Find the number of lines below in which the word "water" occurs. Write only that number.

[Stored data]

========================

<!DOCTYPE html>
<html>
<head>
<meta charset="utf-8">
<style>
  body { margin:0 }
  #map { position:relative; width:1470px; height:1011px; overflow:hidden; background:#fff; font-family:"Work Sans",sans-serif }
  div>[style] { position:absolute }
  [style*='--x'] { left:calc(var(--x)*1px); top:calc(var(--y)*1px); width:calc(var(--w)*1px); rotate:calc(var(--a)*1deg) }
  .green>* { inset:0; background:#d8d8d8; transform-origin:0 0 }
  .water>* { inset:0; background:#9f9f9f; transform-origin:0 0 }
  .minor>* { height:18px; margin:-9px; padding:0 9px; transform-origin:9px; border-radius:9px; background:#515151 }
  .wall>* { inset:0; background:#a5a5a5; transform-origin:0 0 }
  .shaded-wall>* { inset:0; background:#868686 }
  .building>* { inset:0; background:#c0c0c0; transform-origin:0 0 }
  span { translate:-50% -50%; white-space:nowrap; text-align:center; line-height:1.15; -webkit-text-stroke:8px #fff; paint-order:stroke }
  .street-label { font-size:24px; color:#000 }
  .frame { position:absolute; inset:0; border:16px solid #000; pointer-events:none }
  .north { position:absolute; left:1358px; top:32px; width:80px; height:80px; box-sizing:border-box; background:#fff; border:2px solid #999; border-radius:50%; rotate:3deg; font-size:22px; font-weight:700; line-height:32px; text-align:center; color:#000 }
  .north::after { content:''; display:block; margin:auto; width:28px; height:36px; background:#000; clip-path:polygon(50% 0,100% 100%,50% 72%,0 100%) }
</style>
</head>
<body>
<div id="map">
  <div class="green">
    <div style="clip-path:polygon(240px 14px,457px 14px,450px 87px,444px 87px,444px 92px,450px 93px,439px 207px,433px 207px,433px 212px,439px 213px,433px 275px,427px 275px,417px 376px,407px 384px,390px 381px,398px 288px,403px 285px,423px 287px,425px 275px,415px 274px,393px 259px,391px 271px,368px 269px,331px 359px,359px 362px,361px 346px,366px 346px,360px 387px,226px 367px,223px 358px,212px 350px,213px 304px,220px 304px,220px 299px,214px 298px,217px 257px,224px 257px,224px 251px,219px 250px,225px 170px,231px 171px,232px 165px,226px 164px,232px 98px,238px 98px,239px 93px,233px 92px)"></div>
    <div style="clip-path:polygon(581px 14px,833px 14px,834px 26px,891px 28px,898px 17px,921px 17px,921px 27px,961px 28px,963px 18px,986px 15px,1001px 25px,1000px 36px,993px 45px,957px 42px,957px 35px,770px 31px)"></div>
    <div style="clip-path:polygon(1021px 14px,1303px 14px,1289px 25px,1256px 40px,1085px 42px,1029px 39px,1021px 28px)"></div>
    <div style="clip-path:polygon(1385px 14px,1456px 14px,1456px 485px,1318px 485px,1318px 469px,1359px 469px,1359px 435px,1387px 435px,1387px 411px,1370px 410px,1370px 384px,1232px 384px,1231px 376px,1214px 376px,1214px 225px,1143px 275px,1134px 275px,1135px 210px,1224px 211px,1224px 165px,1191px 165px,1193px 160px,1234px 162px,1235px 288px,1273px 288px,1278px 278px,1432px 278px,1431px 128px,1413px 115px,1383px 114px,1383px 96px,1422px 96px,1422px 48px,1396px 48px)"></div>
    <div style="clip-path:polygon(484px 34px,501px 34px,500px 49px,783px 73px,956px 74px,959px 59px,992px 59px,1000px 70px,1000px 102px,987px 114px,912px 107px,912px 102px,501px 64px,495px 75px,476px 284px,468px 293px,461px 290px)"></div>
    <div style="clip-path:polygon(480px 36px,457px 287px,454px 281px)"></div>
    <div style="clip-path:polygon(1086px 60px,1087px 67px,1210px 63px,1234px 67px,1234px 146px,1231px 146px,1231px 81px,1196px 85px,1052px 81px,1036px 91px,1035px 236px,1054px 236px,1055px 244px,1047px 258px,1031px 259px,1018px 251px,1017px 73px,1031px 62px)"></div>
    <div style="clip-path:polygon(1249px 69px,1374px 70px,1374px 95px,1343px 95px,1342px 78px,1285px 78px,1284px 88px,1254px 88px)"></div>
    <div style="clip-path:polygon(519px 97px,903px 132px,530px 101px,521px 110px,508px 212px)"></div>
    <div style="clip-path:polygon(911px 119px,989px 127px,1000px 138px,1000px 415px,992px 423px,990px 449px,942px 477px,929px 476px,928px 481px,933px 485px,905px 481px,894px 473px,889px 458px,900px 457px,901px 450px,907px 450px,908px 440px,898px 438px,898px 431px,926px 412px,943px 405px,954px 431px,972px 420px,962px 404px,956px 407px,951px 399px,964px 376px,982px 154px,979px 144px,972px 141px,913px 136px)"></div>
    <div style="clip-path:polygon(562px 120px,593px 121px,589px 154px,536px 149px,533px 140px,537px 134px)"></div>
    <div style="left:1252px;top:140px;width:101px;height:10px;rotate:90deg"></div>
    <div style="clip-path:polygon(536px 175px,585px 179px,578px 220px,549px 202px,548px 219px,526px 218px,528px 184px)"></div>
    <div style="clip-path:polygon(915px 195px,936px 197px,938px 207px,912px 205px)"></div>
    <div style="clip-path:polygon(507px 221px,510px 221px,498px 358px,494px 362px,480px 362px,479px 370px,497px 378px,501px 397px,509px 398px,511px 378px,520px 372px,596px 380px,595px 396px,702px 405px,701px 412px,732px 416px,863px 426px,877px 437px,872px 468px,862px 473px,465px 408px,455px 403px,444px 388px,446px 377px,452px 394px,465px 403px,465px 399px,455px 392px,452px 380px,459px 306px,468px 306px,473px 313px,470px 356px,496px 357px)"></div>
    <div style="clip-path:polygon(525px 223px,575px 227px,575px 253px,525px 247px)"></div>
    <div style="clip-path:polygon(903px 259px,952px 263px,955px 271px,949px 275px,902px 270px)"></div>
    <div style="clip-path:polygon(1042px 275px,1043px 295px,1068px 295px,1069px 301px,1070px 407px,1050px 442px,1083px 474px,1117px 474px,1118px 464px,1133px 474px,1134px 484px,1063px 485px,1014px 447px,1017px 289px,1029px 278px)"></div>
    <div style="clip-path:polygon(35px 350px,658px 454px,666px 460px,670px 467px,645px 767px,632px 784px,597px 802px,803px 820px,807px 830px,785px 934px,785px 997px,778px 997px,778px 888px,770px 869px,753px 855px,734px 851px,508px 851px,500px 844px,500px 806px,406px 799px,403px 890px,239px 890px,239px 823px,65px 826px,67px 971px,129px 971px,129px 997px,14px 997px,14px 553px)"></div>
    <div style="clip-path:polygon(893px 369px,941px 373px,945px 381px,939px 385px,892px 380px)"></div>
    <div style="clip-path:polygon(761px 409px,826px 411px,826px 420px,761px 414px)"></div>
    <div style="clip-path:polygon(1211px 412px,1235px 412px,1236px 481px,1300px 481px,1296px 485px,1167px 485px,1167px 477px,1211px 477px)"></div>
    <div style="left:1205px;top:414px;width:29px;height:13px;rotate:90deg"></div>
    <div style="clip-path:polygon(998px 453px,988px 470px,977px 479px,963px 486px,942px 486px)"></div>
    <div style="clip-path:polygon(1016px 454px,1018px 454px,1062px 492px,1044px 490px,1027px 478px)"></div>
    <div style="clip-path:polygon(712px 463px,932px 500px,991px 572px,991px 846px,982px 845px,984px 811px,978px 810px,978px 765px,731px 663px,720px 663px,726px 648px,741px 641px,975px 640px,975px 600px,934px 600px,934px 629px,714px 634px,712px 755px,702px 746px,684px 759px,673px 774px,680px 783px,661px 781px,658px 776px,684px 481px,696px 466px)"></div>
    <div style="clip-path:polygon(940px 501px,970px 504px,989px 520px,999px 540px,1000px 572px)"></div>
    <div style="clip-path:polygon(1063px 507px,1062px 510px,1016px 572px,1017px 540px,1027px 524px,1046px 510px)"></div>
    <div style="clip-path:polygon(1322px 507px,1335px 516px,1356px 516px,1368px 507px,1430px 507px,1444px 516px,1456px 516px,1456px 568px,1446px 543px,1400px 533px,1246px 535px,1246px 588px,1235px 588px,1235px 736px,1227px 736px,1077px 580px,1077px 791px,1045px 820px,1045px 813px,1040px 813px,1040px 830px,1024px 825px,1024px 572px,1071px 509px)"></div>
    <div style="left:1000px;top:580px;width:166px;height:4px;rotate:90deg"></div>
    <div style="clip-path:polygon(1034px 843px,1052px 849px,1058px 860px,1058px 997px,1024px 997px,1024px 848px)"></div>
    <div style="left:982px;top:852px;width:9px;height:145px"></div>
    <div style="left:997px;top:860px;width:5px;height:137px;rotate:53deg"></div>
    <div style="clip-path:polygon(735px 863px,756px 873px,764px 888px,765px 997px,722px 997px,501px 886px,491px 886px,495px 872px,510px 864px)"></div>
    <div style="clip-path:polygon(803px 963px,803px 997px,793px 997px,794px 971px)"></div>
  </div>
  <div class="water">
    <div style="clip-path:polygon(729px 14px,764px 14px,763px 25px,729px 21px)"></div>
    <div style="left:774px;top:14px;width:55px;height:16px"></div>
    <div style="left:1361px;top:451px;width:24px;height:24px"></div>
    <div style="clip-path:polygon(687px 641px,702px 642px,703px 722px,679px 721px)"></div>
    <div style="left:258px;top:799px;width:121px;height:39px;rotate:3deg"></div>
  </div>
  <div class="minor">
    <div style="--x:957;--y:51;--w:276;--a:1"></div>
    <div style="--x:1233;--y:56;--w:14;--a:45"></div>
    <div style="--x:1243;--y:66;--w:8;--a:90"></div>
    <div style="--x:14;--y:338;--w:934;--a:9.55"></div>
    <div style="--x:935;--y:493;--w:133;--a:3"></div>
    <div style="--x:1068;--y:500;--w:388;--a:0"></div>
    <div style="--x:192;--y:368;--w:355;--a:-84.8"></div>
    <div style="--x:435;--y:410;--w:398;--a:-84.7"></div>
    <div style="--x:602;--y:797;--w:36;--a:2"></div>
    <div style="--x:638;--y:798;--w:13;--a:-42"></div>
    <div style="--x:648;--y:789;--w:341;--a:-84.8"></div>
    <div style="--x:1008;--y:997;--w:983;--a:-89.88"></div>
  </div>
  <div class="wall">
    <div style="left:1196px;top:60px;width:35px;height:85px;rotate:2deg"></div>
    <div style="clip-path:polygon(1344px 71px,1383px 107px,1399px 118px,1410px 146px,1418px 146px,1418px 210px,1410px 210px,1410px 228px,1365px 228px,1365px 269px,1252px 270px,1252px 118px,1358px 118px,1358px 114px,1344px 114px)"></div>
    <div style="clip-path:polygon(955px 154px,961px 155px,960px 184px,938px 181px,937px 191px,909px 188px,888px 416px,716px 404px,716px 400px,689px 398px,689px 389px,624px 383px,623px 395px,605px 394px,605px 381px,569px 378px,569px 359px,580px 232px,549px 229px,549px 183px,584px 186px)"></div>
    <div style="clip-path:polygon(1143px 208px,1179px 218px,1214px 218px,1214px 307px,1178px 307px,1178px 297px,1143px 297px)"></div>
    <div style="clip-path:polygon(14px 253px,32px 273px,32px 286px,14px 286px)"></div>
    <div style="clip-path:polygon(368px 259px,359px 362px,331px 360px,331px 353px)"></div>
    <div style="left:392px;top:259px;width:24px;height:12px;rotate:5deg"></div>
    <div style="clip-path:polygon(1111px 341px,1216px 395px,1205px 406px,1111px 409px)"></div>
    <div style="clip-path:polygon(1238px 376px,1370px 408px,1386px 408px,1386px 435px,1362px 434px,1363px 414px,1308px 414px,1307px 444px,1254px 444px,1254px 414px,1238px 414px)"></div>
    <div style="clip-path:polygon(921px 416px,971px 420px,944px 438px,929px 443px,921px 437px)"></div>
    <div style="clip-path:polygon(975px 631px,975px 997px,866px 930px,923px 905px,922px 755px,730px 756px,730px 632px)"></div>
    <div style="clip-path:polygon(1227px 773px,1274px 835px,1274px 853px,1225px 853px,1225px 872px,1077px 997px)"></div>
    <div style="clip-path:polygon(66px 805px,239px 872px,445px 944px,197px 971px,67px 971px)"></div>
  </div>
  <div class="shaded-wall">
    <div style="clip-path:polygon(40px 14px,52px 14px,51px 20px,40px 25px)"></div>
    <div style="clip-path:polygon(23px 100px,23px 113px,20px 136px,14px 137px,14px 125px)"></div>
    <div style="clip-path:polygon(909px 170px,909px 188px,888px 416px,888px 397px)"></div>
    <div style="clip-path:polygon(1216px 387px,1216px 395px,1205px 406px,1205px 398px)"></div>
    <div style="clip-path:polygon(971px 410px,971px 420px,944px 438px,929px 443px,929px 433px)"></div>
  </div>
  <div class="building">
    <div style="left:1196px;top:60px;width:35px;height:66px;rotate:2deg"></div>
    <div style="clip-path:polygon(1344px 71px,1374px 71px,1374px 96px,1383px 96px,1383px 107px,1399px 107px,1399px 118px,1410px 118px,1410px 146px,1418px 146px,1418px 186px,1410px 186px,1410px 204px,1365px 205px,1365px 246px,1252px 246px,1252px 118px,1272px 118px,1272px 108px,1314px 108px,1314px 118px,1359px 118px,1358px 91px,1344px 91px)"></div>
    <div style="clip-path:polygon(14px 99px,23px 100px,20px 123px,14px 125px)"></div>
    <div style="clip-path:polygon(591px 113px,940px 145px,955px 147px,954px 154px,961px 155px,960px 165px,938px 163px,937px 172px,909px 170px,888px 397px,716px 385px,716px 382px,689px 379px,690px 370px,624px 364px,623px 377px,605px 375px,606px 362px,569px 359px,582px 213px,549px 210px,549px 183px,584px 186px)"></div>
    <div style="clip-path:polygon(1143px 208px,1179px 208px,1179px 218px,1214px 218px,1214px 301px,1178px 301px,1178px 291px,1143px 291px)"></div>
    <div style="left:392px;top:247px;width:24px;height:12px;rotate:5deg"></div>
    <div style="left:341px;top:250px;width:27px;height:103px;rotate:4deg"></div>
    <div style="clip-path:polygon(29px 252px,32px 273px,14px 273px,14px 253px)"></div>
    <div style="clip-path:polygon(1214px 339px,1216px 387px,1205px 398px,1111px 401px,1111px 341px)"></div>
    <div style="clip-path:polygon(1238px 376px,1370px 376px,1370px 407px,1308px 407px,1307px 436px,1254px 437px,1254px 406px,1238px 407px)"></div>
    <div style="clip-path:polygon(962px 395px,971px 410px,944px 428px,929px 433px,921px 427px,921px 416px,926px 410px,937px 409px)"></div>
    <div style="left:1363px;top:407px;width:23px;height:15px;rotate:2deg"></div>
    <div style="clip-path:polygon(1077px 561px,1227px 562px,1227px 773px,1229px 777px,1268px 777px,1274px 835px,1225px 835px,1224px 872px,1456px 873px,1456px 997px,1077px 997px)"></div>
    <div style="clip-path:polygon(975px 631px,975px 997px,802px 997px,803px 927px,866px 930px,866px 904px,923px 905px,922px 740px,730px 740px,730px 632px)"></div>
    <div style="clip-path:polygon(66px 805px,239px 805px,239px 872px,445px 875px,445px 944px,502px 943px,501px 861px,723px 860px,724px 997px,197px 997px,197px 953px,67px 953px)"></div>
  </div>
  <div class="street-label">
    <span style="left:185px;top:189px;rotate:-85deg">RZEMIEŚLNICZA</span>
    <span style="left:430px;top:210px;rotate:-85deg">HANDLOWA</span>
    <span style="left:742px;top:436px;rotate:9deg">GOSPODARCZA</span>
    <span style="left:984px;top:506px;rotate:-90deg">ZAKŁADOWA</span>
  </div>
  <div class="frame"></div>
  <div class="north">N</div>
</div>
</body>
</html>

========================

Answer for this exercise: 2